13.   Distinguish those businesses participating in your trial- window clings, chloroplast signs, Facebook, your website, whatever. Make sure you give them whatever you can to get exposure for their business.

14.   Promote the ever loving heck out of this trial period. Get people downtown. Get them in your stores.

15.   Once the trail period is over, everyone will complain and moan that no one was shopping or entering their stores and at least half of your participants will vow not to participate again.

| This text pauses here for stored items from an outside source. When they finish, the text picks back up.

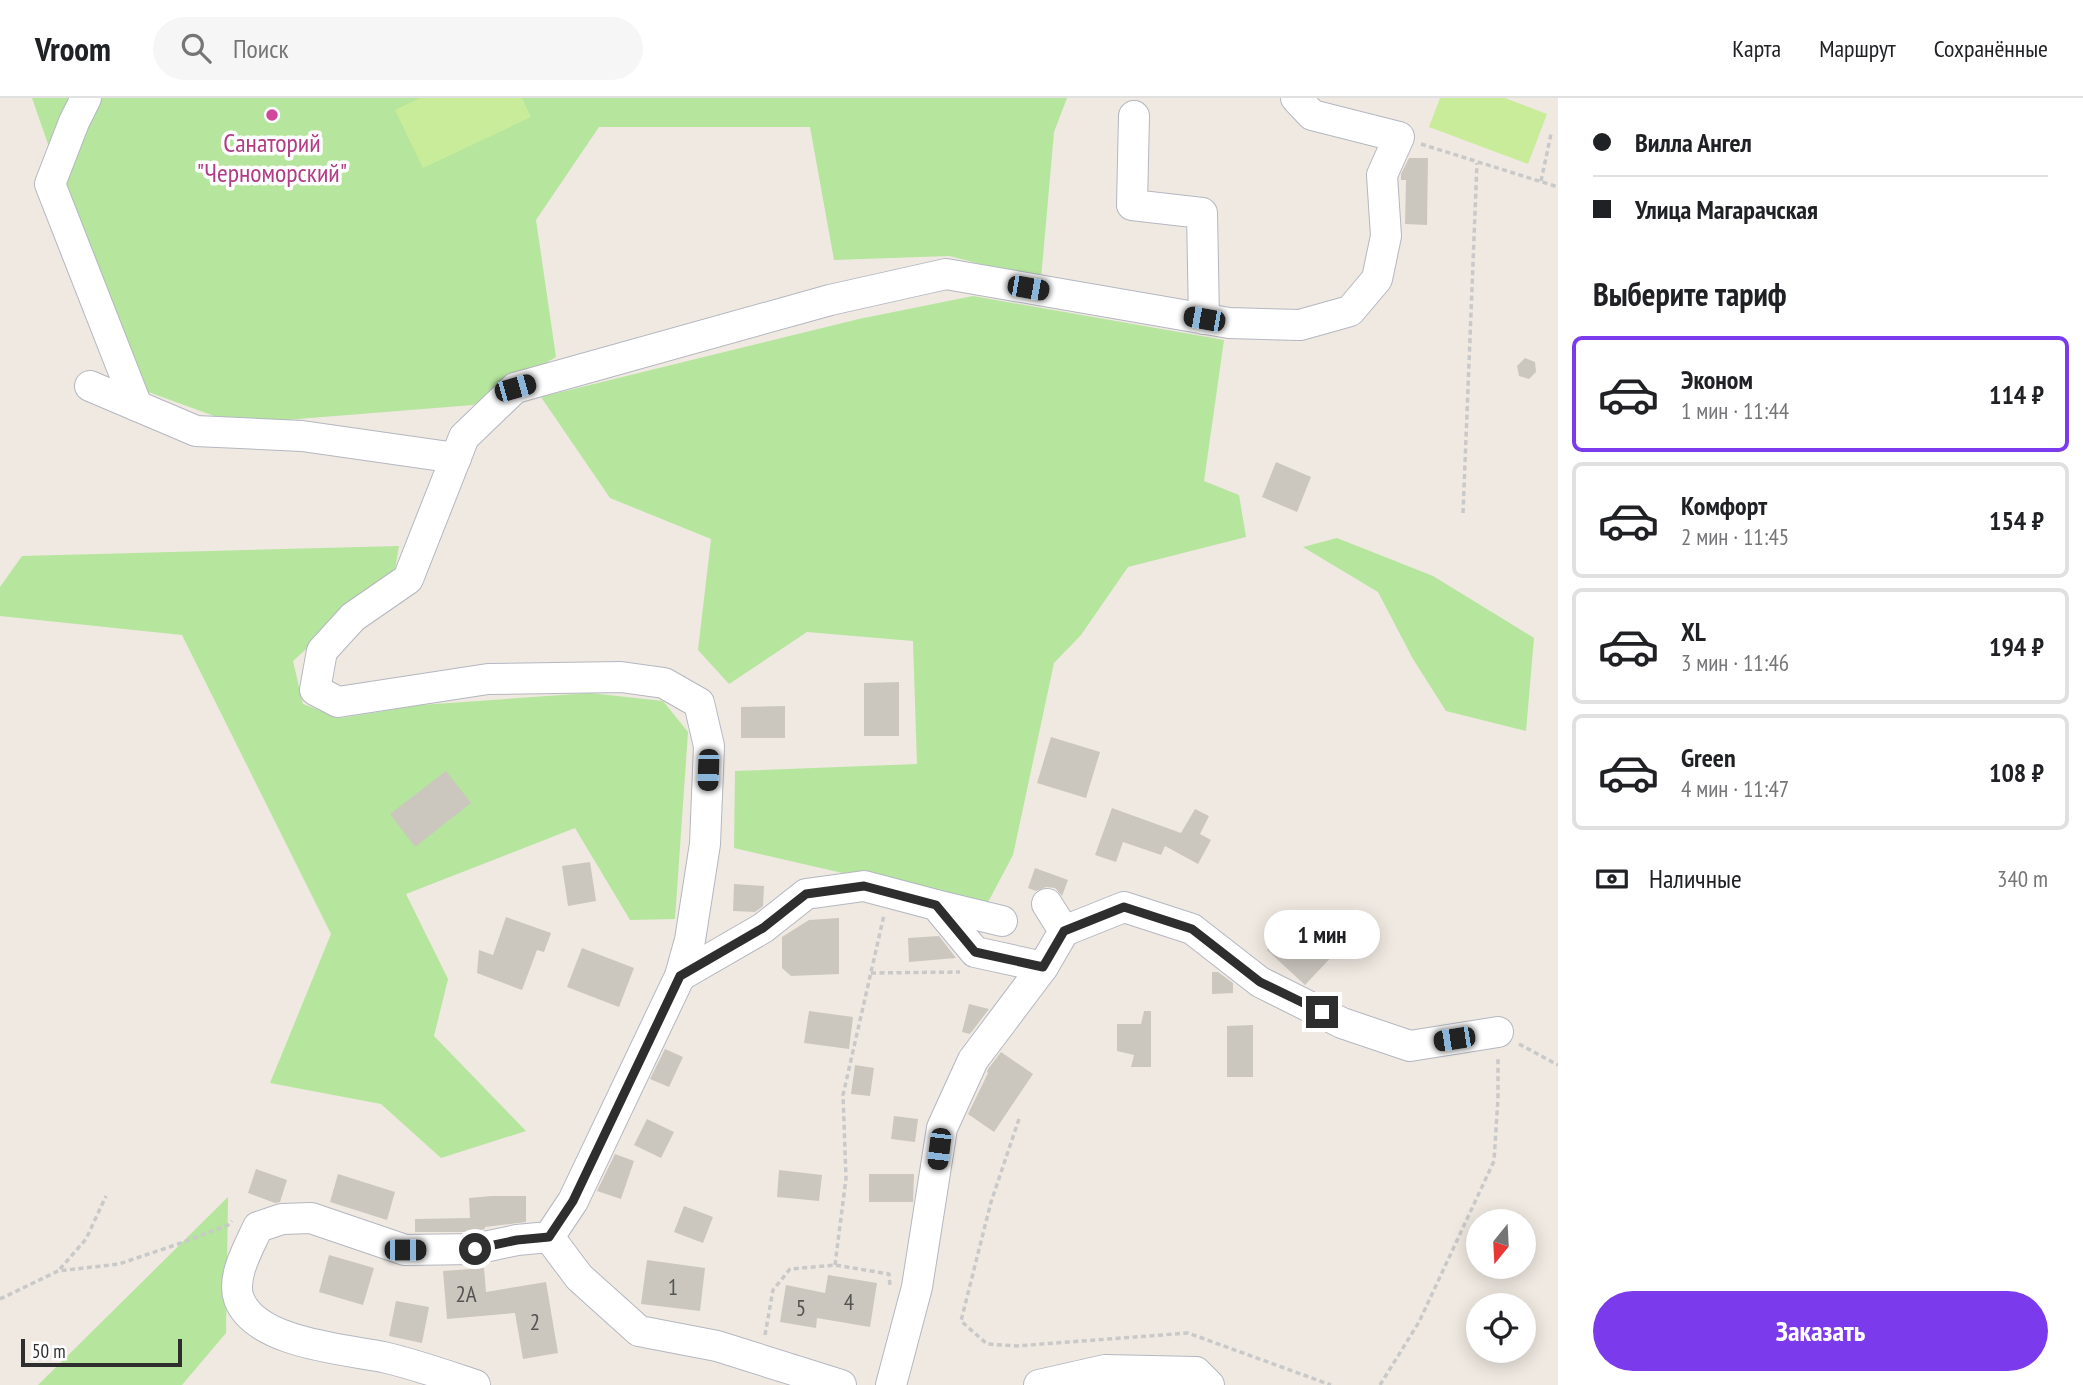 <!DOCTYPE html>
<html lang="ru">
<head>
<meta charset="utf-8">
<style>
	:root { --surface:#fff; --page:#f6f6f6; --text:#202124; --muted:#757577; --line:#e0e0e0; --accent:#7c3aed }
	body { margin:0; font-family:"PT Sans Narrow",sans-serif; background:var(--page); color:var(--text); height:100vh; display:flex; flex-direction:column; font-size:26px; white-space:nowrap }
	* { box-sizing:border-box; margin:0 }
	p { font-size:23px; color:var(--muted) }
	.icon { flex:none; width:38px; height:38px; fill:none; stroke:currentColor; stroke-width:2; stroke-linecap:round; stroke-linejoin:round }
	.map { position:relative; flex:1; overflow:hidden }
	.panel { display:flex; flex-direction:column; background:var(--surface); width:525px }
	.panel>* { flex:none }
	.hud { display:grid; align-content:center; height:154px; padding:0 35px; background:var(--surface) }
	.needle { width:46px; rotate:198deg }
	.tools { position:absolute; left:1466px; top:1111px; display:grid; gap:14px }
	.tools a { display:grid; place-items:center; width:70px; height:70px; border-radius:50%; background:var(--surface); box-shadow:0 4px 18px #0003; font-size:35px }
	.scale { position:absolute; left:21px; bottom:18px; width:161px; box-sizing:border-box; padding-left:7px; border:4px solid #2e2e2e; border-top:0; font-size:19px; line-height:24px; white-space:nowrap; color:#2e2e2e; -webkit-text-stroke:5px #fff; paint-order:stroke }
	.end { position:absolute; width:32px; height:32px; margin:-16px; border:9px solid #2e2e2e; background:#fff; box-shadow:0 0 0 4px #fff }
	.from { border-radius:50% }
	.bubble { position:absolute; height:49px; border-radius:24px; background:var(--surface); box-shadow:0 4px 18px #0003; font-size:23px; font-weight:600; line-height:49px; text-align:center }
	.car { position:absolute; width:21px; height:42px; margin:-21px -10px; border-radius:9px; box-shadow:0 0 5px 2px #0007; background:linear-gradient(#222 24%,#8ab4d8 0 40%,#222 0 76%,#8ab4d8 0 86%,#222 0) }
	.hud b { display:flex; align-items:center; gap:24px; height:66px; font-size:26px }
	.hud b+b { border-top:2px solid var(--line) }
	.hud i { width:18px; height:18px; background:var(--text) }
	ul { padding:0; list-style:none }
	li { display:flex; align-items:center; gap:21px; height:116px; margin:0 14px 10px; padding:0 21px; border:4px solid var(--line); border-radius:10px }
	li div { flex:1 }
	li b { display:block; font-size:26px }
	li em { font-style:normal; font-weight:600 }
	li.selected { border-color:var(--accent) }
	li>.icon { width:63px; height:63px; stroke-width:1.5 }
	h2 { padding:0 35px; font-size:32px; line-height:84px }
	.pay { display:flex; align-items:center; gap:18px; height:77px; padding:0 35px; font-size:26px }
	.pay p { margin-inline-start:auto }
	.action { display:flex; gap:14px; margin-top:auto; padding:14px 35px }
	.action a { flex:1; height:80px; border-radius:42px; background:var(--accent); color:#fff; font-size:28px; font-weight:600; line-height:80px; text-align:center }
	header { display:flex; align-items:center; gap:42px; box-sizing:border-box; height:98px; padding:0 35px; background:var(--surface); border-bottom:2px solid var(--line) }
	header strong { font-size:33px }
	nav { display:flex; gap:38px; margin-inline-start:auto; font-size:24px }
	.search { width:490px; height:63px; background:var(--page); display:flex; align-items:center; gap:18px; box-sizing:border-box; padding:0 24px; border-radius:38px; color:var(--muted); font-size:26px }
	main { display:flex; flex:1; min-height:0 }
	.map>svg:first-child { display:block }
</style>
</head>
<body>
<header>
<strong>Vroom</strong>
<div class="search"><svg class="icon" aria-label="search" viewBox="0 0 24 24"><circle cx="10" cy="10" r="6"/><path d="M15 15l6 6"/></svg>Поиск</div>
<nav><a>Карта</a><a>Маршрут</a><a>Сохранённые</a></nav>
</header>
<main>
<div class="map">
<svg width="1558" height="1287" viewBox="0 0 1558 1287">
	<rect width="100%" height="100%" fill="#efe9e1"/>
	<g fill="#b6e59e">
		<path d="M 32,0 L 1067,0 L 1054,34 L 1041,181 L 949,158 L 834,162 L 810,29 L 599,29 L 536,122 L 556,259 L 473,307 L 236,326 L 121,284 L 95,181 Z"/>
		<path d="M 973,198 L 1224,242 L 1204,383 L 1239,397 L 1246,439 L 1128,469 L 1081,537 L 1054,565 L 1013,757 L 986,808 L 734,750 L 735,673 L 917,666 L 913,543 L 807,534 L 729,586 L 698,552 L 711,441 L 610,400 L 541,299 L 859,221 Z"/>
		<path d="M 1337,440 L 1433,478 L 1534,540 L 1526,633 L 1446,613 L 1413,561 L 1378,494 L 1303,449 Z"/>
		<path d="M 399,448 L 395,471 L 293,563 L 303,606 L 341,620 L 421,607 L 590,595 L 663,603 L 688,634 L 675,821 L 630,822 L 575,730 L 406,796 L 448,881 L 434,938 L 526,1033 L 441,1060 L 381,1006 L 270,985 L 331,836 L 182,537 L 0,518 L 0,489 L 22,458 Z"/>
		<path d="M 228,1099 L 226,1235 L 182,1287 L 38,1287 Z"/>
	</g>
	<g fill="#c9ec9a">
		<path d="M 420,0 L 522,0 L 531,19 L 423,70 L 395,12 Z"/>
		<path d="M 1440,0 L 1505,0 L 1547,16 L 1528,66 L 1429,29 Z"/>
	</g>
	<g fill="#cbc7bf">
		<path d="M 1409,60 L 1428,60 L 1427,127 L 1405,126 L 1406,82 L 1401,82 L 1401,76 Z"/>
		<path d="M 1525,260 L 1535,264 L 1536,274 L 1529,281 L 1519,278 L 1517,268 Z"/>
		<path d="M 1276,364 L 1311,379 L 1297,414 L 1262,399 Z"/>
		<path d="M 899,584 L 899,638 L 864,638 L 864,585 Z"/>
		<path d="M 785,608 L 785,640 L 741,640 L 741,609 Z"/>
		<path d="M 1051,639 L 1100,654 L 1086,700 L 1037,685 Z"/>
		<path d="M 446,673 L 471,705 L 415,749 L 390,716 Z"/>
		<path d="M 1112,710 L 1181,735 L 1195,711 L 1209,718 L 1200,736 L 1211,742 L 1198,766 L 1165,748 L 1161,757 L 1123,744 L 1116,764 L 1095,757 Z"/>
		<path d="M 590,764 L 596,803 L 568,808 L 562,768 Z"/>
		<path d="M 1035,770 L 1068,782 L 1062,798 L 1055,790 L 1046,789 L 1036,793 L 1028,790 Z"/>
		<path d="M 734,786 L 764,788 L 763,808 L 755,814 L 733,813 Z"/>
		<path d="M 506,819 L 551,835 L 544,854 L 537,852 L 522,892 L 477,875 L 479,852 L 493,857 Z"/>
		<path d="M 1299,819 L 1336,854 L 1305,887 L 1267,852 Z"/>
		<path d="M 839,820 L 839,876 L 791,878 L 782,870 L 782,839 L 809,822 Z"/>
		<path d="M 939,838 L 956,860 L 909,864 L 908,840 Z"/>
		<path d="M 582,850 L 634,870 L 619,909 L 567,889 Z"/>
		<path d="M 1212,874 L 1218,874 L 1233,885 L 1233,895 L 1212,896 Z"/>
		<path d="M 969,906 L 989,911 L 970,936 L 962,934 Z"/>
		<path d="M 809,913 L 853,919 L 849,951 L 804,945 Z"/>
		<path d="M 1144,913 L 1151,913 L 1151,969 L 1131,969 L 1134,957 L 1117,953 L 1117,926 L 1141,926 Z"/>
		<path d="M 1253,927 L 1253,979 L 1227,979 L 1227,928 Z"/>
		<path d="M 665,951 L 683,959 L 669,989 L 650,981 Z"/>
		<path d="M 1001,954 L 1033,976 L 994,1034 L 968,1016 L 988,975 L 987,974 L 988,971 Z"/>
		<path d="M 855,967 L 874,970 L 870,998 L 851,996 Z"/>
		<path d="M 894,1018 L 918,1021 L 915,1044 L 891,1041 Z"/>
		<path d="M 647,1021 L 674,1034 L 661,1060 L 634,1047 Z"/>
		<path d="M 615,1056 L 634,1063 L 621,1101 L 597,1093 Z"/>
		<path d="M 256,1071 L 287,1082 L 280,1104 L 275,1105 L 248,1095 Z"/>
		<path d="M 779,1072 L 822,1077 L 819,1103 L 777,1099 Z"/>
		<path d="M 338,1076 L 395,1094 L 387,1122 L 330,1104 Z"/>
		<path d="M 869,1076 L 914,1076 L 913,1104 L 869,1104 Z"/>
		<path d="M 491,1098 L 526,1098 L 526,1124 L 485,1129 L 485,1131 L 473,1134 L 415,1134 L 415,1121 L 470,1120 L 469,1100 Z"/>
		<path d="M 684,1108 L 713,1119 L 703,1145 L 674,1134 Z"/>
		<path d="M 329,1157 L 374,1170 L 363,1207 L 319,1194 Z"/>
		<path d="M 647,1162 L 705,1170 L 700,1213 L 641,1206 Z"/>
		<path d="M 484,1170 L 486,1194 L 546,1184 L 558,1255 L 523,1261 L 515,1215 L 447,1221 L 443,1173 Z"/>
		<path d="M 828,1177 L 877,1185 L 870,1229 L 817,1220 L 816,1230 L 780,1224 L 786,1187 L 825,1195 Z"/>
		<path d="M 396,1203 L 429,1209 L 422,1245 L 389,1238 Z"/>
	</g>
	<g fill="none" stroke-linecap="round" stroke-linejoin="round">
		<defs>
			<g id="minor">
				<path d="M 86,0 L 74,24 L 50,86 L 137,308"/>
				<path d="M 1134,18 L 1132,107 L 1202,115 L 1204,221"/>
				<path d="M 90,288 L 196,333 L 302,338 L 456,360"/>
				<path d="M 936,807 L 1002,823"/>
				<path d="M 1064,833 L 1124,809 L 1192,831 L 1260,884 L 1342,925 L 1410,948 L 1498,934"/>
				<path d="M 680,878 L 763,830 L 806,796 L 864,788 L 936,807 L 975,854 L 1043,869 L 1064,833 L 1047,806"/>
				<path d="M 549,1139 L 579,1179 L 639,1233 L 717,1248 L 841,1287"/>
				<path d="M 475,1287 C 445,1277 414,1266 383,1259 C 343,1251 256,1245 239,1201 C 231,1179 249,1149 258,1129 L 282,1121 L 311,1120 L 405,1152 L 475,1151 L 517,1142 L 549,1139 L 573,1103 L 680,878 L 690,842 L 705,746 L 709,648 L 699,605 L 664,585 L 621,579 L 488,581 L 338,604 L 315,592 L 322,553 L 353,519 L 408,481 L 464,339 L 515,290 L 830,202 L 946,176 L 1229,225 L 1300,227 L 1350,213 L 1377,181 L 1386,138 L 1382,77 L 1399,39 L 1312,17 L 1296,0"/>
				<path d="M 891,1287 L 917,1189 L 942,1030 L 973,962 L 1043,869"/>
				<path d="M 1039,1287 L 1105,1272 L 1196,1274 L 1209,1287"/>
			</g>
		</defs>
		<use href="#minor" stroke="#b4b7c1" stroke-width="32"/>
		<g stroke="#c9c9c9" stroke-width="3.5" stroke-dasharray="5 3.5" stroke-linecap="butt">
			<path d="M 1421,46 L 1558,89"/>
			<path d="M 1541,83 L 1551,36"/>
			<path d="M 1463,415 L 1477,65"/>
			<path d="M 871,875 L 960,874"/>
			<path d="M 1519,946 L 1558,967"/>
			<path d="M 1019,1021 L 991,1104 L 961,1223 L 987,1246 L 1016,1248 L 1188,1235 L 1331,1287"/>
			<path d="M 835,1167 L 846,1080 L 843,997 L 884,817"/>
			<path d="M 60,1171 L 86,1141 L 106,1098"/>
			<path d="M 0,1201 L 58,1173 L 119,1166 L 181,1145 L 228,1127 L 232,1123"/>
			<path d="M 765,1237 L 773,1192 L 790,1171 L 835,1167 L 889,1176 L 890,1188"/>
			<path d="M 1380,1287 L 1419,1224 L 1494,1063 L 1498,1000 L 1498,960"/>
		</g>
		<use href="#minor" stroke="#fff" stroke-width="30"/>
	</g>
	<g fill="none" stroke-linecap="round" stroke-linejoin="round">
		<path stroke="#2e2e2e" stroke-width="9" d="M 475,1151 L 517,1142 L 549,1139 L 573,1103 L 680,878 L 763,830 L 806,796 L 864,788 L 936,807 L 975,854 L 1043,869 L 1064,833 L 1124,809 L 1192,831 L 1260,884 L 1322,914"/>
	</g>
	<circle fill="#d1479c" stroke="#fff" stroke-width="2.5" cx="272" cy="17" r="7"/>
	<g text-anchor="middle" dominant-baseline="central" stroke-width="7" stroke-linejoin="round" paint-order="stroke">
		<g font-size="23" fill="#555452">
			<text x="673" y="1188">1</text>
			<text x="466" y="1195">2А</text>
			<text x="849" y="1203">4</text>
			<text x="801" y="1209">5</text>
			<text x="535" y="1223">2</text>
		</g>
		<g font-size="26" fill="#b23c85" stroke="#fff">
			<text x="272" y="44">Санаторий<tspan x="272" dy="30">"Черноморский"</tspan></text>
		</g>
	</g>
</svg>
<div class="tools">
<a><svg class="needle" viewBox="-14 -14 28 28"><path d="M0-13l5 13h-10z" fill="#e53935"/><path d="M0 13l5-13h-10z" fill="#757577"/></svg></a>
<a><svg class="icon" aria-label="locate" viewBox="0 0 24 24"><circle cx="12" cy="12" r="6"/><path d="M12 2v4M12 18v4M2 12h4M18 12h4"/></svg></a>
</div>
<div class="scale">50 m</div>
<i class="end from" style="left:475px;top:1151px"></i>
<i class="end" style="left:1322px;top:914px"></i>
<div class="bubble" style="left:1264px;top:812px;width:116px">1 мин</div>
<i class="car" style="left:1028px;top:190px;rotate:100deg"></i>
<i class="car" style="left:1204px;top:221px;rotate:280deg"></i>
<i class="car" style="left:515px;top:290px;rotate:74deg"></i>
<i class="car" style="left:708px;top:672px;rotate:182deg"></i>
<i class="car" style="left:1454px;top:941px;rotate:261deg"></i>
<i class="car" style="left:939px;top:1051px;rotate:187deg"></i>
<i class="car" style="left:405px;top:1152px;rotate:90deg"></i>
</div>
<section class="panel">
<div class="hud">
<b><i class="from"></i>Вилла Ангел</b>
<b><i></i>Улица Магарачская</b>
</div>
<h2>Выберите тариф</h2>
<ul>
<li class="selected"><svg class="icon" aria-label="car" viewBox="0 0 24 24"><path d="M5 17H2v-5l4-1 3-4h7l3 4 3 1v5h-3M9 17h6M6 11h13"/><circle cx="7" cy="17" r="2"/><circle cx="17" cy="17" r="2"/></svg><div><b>Эконом</b><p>1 мин · 11:44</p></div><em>114 ₽</em></li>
<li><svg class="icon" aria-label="car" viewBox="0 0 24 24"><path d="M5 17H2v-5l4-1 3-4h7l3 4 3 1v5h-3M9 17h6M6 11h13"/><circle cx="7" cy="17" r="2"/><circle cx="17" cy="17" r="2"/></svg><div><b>Комфорт</b><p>2 мин · 11:45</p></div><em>154 ₽</em></li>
<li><svg class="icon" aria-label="car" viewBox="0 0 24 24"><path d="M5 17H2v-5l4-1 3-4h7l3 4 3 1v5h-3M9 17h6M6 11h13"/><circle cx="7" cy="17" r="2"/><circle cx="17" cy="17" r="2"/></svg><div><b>XL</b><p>3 мин · 11:46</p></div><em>194 ₽</em></li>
<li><svg class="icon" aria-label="car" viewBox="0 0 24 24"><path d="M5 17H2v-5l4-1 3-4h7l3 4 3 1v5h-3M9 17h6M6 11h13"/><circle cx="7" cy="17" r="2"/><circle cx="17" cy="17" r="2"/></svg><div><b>Green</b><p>4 мин · 11:47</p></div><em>108 ₽</em></li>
</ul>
<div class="pay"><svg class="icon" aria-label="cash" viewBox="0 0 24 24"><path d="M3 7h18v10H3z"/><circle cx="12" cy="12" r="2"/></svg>Наличные<p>340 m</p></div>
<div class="action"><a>Заказать</a></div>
</section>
</main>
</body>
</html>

16.   Go back to # 9 and repeat again. Eventually it will stick and it will work, because eventually the chicken has to have an egg? Or something? Right?

Signed,


 Additional Resources

  • Another thing to think about is that if you want downtown to be a destination, according to Roger Brooks in his 20 Ingredients of an Outstanding Downtown presentation (http://www.rogerbrooksinternational.com/20_Ingredients_Handout.pdf)
    • Lease agreements included defined operating hours and days • 70% of all consumer spending (both locals and visitors) takes place after 6:00 pm. Are you open? • People spend the night where there are things to do after 6:00 pm. Visitors don’t like sitting in a hotel room after dinner watching TV. • Conferences and conventions are booked around things to do AFTER the meetings adjourn that day. • The majority of the businesses must be open after 6:00, not just a few. If half the stores in the mall closed at 6:00 rather than 9:00, would you go to the mall after 6:00? • Start by staying open on Friday and Saturdays until 7:00 pm the first year, then add Thursday, then Wednesday. • Bring nighttime music and entertainment downtown to provide incentives for people to go.

If there are 10 good places to go downtown, which can include retail and spaces, then you are in the destination category. And just think if the stores in that group of 10 are open consistent and later hours, then you’ve got it goin’ on!